To validate the proposed control strategies, numerical simulations are conducted using MATLAB. The quadrotor parameters are summarized in Table 1, and the initial conditions are set to simulate realistic flight scenarios.
| Parameter (Unit) | Value | Parameter (Unit) | Value |
|---|---|---|---|
| m (kg) | 2.000 | Ixx (N·s²/rad) | 0.550 |
| g (m/s²) | 9.800 | Iyy (N·s²/rad) | 0.510 |
| Ωr (rad) | 1.000 | Izz (N·s²/rad) | 0.960 |
| L (m) | 0.200 | Jp (N·s²/rad) | 1.000 |
The performance function parameters are chosen as \( d_1 = 2.5 \), \( d_2 = 2 \), \( l = 2.5 \), \( \zeta_\infty = 0.05 \), \( t_0 = 0 \), \( t_e = 2 \), and \( n = 5 \). Actuator faults are introduced with \( \sigma_i = 0.5 \) and \( \delta_i = 0.5 \cos(t) \) for all axes. The control gains and adaptive parameters are tuned to ensure robust performance. Simulation results illustrate the quadrotor’s trajectory tracking, error convergence, and adherence to prescribed constraints, confirming the effectiveness of the proposed fault-tolerant control approach.

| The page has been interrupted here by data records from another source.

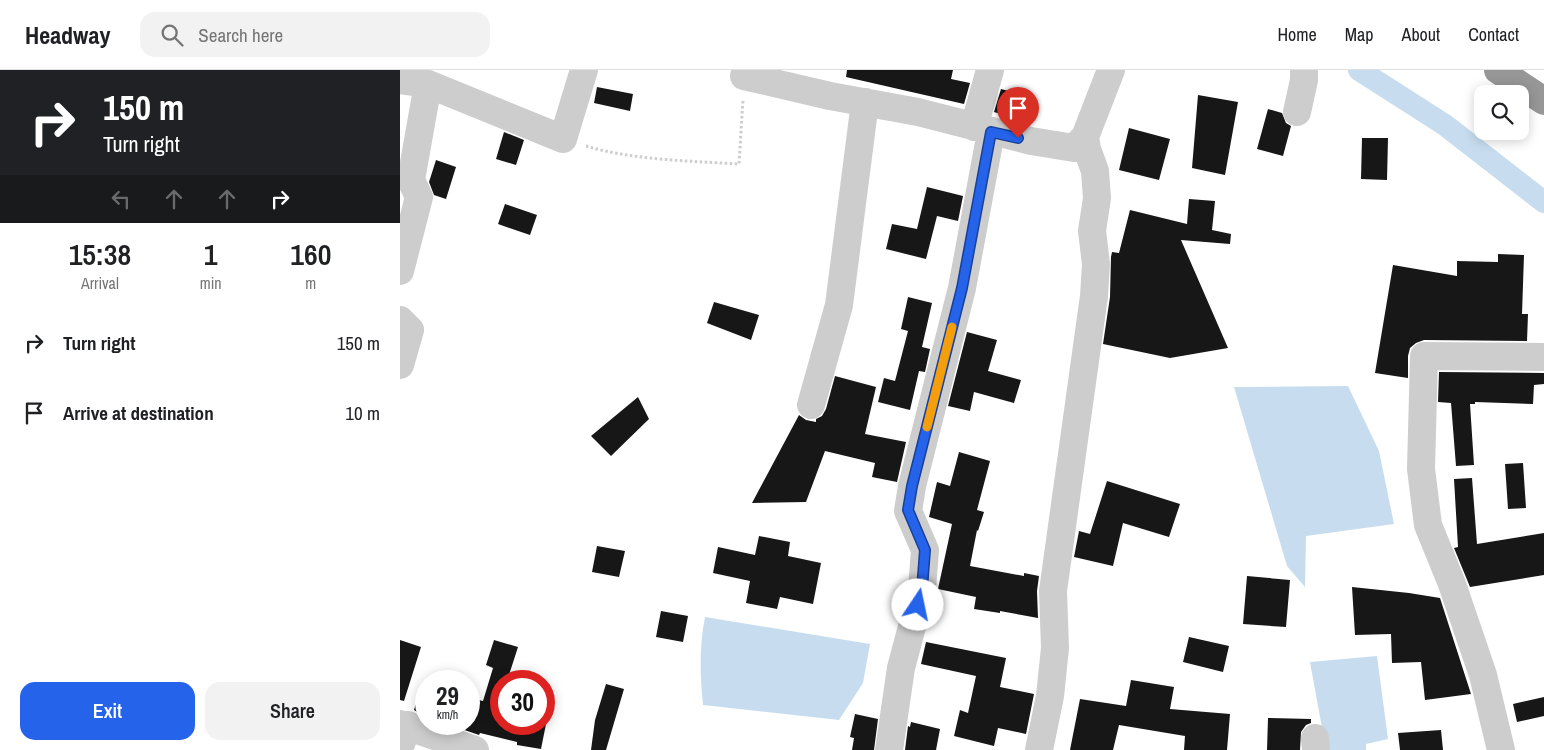 <!DOCTYPE html>
<style>
body{margin:0;font-family:"Archivo Narrow",sans-serif;background:#f2f2f2;color:#202124;height:100vh;display:flex;flex-direction:column;font-size:19px;white-space:nowrap}
*{box-sizing:border-box;margin:0}
p{font-size:16px;color:#757577}
.icon{flex:none;width:28px;height:28px;fill:none;stroke:currentColor;stroke-width:2;stroke-linecap:round;stroke-linejoin:round}
.map{position:relative;flex:1;overflow:hidden}
.sheet{display:flex;flex-direction:column;background:#fff;width:400px}
.sheet>*{flex:none}
.hud{background:#202124;color:#fff;overflow:hidden}
.tools{position:absolute;left:1074px;top:15px;display:grid;gap:10px}
.tools a{display:grid;place-items:center;width:55px;height:55px;border-radius:10px;background:#fff;box-shadow:0 2px 12px #0003;font-size:25px}
.speed{position:absolute;left:15px;top:600px;display:flex;gap:10px;font-size:25px;font-weight:700;text-align:center}
.speed>*{display:grid;place-content:center;width:65px;height:65px;border-radius:50%;background:#fff;box-shadow:0 2px 12px #0003;line-height:1}
.speed small{font-size:12px;font-weight:400}
.speed .limit{border:8px solid #d22;background:#fff;color:#111}
.pin{position:absolute;display:grid;place-items:center;width:42px;height:42px;color:#fff;margin:-51px -21px;border-radius:50% 50% 50% 0;rotate:-45deg;box-shadow:0 0 5px #0007}
.pin .icon{rotate:45deg}
.me{position:absolute;width:55px;margin:-28px;rotate:11deg;stroke-linejoin:round;filter:drop-shadow(0 0 4px #0008)}
.turn{display:flex;align-items:center;gap:18px;height:105px;padding:0 20px;font-size:22px}
.turn .icon{width:65px;height:65px;stroke-width:2.5}
.turn b{display:block;font-size:35px;line-height:42px}
.lanes{display:flex;align-items:center;height:48px;padding:0 20px;background:#0003;justify-content:center;gap:25px;direction:ltr}
.lanes .off{opacity:.35}
.eta{display:flex;justify-content:space-evenly;align-items:center;height:85px;text-align:center}
.eta b{font-size:30px;font-weight:600;line-height:35px}
.button{display:flex;gap:10px;margin-top:auto;padding:10px 20px}
.button a{flex:1;height:58px;border-radius:15px;background:#2563eb;color:#fff;font-size:20px;font-weight:600;line-height:58px;text-align:center}
.button a+a{background:#f2f2f2;color:#202124}
ul{padding:0;list-style:none}
li{display:flex;align-items:center;gap:15px;height:70px;padding:0 20px}
li div{flex:1}
li b{display:block;font-size:19px}
li em{font-style:normal}
header{display:flex;align-items:center;gap:30px;box-sizing:border-box;height:70px;padding:0 25px;background:#fff;border-bottom:1px solid #e0e0e0}
header strong{font-size:24px}
nav{display:flex;gap:28px;margin-inline-start:auto;font-size:18px}
.search{width:350px;height:45px;background:#f2f2f2;display:flex;align-items:center;gap:12px;box-sizing:border-box;padding:0 18px;border-radius:15px;color:#757577;font-size:19px}
main{display:flex;flex:1;min-height:0}
.map>svg:first-child{display:block}
.water{fill:#c7ddef}
.lines{fill:none;stroke-linecap:round;stroke-linejoin:round}
.canal{stroke:#c7ddef;stroke-width:22}
.building{fill:#171717}
.path{stroke:#cdcdcd;stroke-width:3;stroke-dasharray:2.5 2.5;stroke-linecap:butt}
.minor{stroke:#cdcdcd;stroke-width:28}
.highway{stroke:#979797;stroke-width:28}
.route-casing{stroke:#184099;stroke-width:12}
.route{stroke:#2563eb;stroke-width:9}
.slow{stroke:#f59e0b;stroke-width:9}
</style>
<header>
<strong>Headway</strong>
<div class="search"><svg class="icon" aria-label="search" viewBox="0 0 24 24"><circle cx="10" cy="10" r="6"/><path d="M15 15l6 6"/></svg>Search here</div>
<nav><a>Home</a><a>Map</a><a>About</a><a>Contact</a></nav>
</header>
<main>
<section class="sheet">
<div class="hud">
<div class="turn"><svg class="icon" aria-label="right" viewBox="0 0 24 24"><path d="M7 20v-9h11M14 6l5 5-5 5"/></svg><div><b>150 m</b>Turn right</div></div>
<div class="lanes"><svg class="icon off" aria-label="left" viewBox="0 0 24 24"><path d="M17 20v-9H6M10 6l-5 5 5 5"/></svg><svg class="icon off" aria-label="ahead" viewBox="0 0 24 24"><path d="M12 20V5M6 11l6-6 6 6"/></svg><svg class="icon off" aria-label="ahead" viewBox="0 0 24 24"><path d="M12 20V5M6 11l6-6 6 6"/></svg><svg class="icon" aria-label="right" viewBox="0 0 24 24"><path d="M7 20v-9h11M14 6l5 5-5 5"/></svg></div>
</div>
<div class="eta">
<div><b>15:38</b><p>Arrival</p></div>
<div><b>1</b><p>min</p></div>
<div><b>160</b><p>m</p></div>
</div>
<ul>
<li><svg class="icon" aria-label="right" viewBox="0 0 24 24"><path d="M7 20v-9h11M14 6l5 5-5 5"/></svg><div><b>Turn right</b></div><em>150 m</em></li>
<li><svg class="icon" aria-label="arrive" viewBox="0 0 24 24"><path d="M6 21V4h12l-3 4 3 4H6"/></svg><div><b>Arrive at destination</b></div><em>10 m</em></li>
</ul>
<div class="button"><a>Exit</a><a>Share</a></div>
</section>
<div class="map">
<svg width="1144" height="680" viewBox="0 0 1144 680">
<rect width="100%" height="100%" fill="#fff"/>
<path class="water" d="M948,316L979,381L994,454L906,466L905,517L887,496L834,317Z
M305,547L470,574L463,613L439,650L303,635C300,605 299,577 305,547Z
M977,586L988,669L966,674V680H926L910,592Z"/>
<g class="lines">
<path class="canal" d="M959,0L1045,55L1144,132"/>
</g>
<path class="building" d="M447,0H553L551,9L570,13L564,34L446,7Z
M197,17L233,24L230,41L194,33Z
M601,19L632,27L625,51L594,42Z
M798,25L838,32L825,105L792,98Z
M868,39L882,43L886,53L891,56L883,86L857,79Z
M729,58L770,69L759,110L719,100Z
M104,62L124,70L116,95L96,89Z
M962,68H988L987,110L961,109Z
M36,90L56,97L46,129L34,125L29,112Z
M527,117L563,126L558,151L537,146L526,189L486,179L492,154L517,159Z
M789,129L815,131L812,160L831,164L830,174L781,170L828,278L770,288L703,274L710,227L711,187L712,182L719,183L730,140L787,154Z
M105,134L137,145L130,165L98,154Z
M1098,184L1124,185L1122,244H1128L1127,271L1024,270L1016,273L1010,278L1008,286V308L975,303L993,195L1057,206V191L1098,192Z
M508,227L532,233L522,277L530,279L525,302L519,301L510,340L478,332L484,308L495,311L508,261L501,259Z
M314,232L359,245L351,270L307,253Z
M567,262L597,270L588,301L621,310L614,333L574,322L570,341L548,336Z
M1039,302L1144,303V314L1134,315L1133,334L1075,332V334H1070L1074,395L1056,396L1051,333L1038,332Z
M435,306L476,317L465,364L506,372L497,412L472,407L475,393L425,381L406,432L352,433L399,345L406,350L416,352V349L422,346L426,339Z
M238,327L249,349L211,386L191,366Z
M559,382L590,391L577,440L584,442L578,461L577,460L570,496L624,506V503L639,506L637,521L638,548L600,541V543L574,539L576,527L538,519L552,454L529,447L537,412L550,416Z
M1123,393L1126,438L1108,439L1105,394Z
M1072,408L1077,474L1144,463V505L1070,517L1054,478L1058,477L1054,409Z
M707,411L780,434L769,467L723,453L713,496L674,487L679,461L690,464Z
M359,466L390,472L388,486L421,493L413,534L380,527L377,539L346,533L350,511L313,503L318,477L355,485Z
M197,476L225,481L219,507L192,502Z
M847,506L890,510L886,557L843,554Z
M952,517L1009,523L1040,528L1071,624L1025,630L1021,592L992,593L991,564L955,565Z
M261,541L288,546L283,572L256,567Z
M789,567L829,576L823,602L783,592Z
M0,570L21,577L4,631L0,630Z
M94,570L118,577L107,611H101V654H146L141,679L117,675V672L80,663L79,665L47,654H69V628L83,631L93,598L86,595Z
M526,572L606,588L600,617L634,624L626,664L598,658L594,676L554,666L560,640L568,643L576,606L521,594Z
M731,610L774,617L770,639L830,644L827,680H784L785,666L719,655L713,680H670L680,629L726,636Z
M23,612H26V647L14,640Z
M206,614L224,619L206,680H191L195,650Z
M1144,627V646L1117,652L1113,634Z
M455,644L478,649L474,680H452L454,668L450,667Z
M868,648L911,649V653L906,655L901,662L900,680H867Z
M511,652L540,659L536,680H505L508,656L510,657Z
M1041,660L1043,680H1000L998,663Z"/>
<g class="lines">
<path class="path" d="M186,76C232,90 291,91 339,94L343,29"/>
<path class="minor" d="M344,6L430,26L518,42L631,71L674,78L685,67L711,0
M0,10L28,14L11,110L19,127L0,201
M28,14L163,69L184,0
M897,42L904,10V0
M574,57L590,0
M0,250L10,260L0,295
M411,335L439,235L465,32
M0,654L75,680
M915,668L916,680
M0,677L8,655
M489,680L501,598L522,519L525,480L508,441L512,416L562,218L591,62
M639,680L650,626L655,578L653,521L694,226L696,194L692,161L697,128L695,101L687,79L685,67
M1101,680L1083,605L1052,514L1028,455L1021,399L1024,286L1144,287"/>
<path class="highway" d="M1098,0L1144,31"/>
</g>
<g class="lines">
<g class="route-casing">
<path id="route" d="M518,535L522,519L525,480L508,440L512,416L562,218L591,62L618,68"/>
</g>
<use href="#route" class="route"/>
<path class="slow" d="M527,357L552,257"/>
</g>
</svg>
<div class="tools">
<a><svg class="icon" aria-label="search" viewBox="0 0 24 24"><circle cx="10" cy="10" r="6"/><path d="M15 15l6 6"/></svg></a>
</div>
<div class="speed"><div>29<small>km/h</small></div><div class="limit">30</div></div>
<div class="pin" style="left:618px;top:68px;background:#d93025"><svg class="icon" aria-label="arrive" viewBox="0 0 24 24"><path d="M6 21V4h12l-3 4 3 4H6"/></svg></div>
<svg class="me" style="left:518px;top:535px" viewBox="-20 -20 40 40"><circle r="19" fill="#fff"/><path d="M0-13L10 11 0 6-10 11z" fill="#2563eb"/></svg>
</div>
</main>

In conclusion, this paper presents a comprehensive fault-tolerant control framework for quadrotor UAVs, addressing both position and attitude subsystems under actuator faults and unknown drag coefficients. The integration of finite-time sliding mode control and appointed-time prescribed performance techniques ensures rapid convergence and guaranteed transient behavior. Adaptive mechanisms compensate for uncertainties and faults, enhancing the quadrotor’s resilience. Future work will explore multi-quadrotor coordination and real-time implementation in dynamic environments.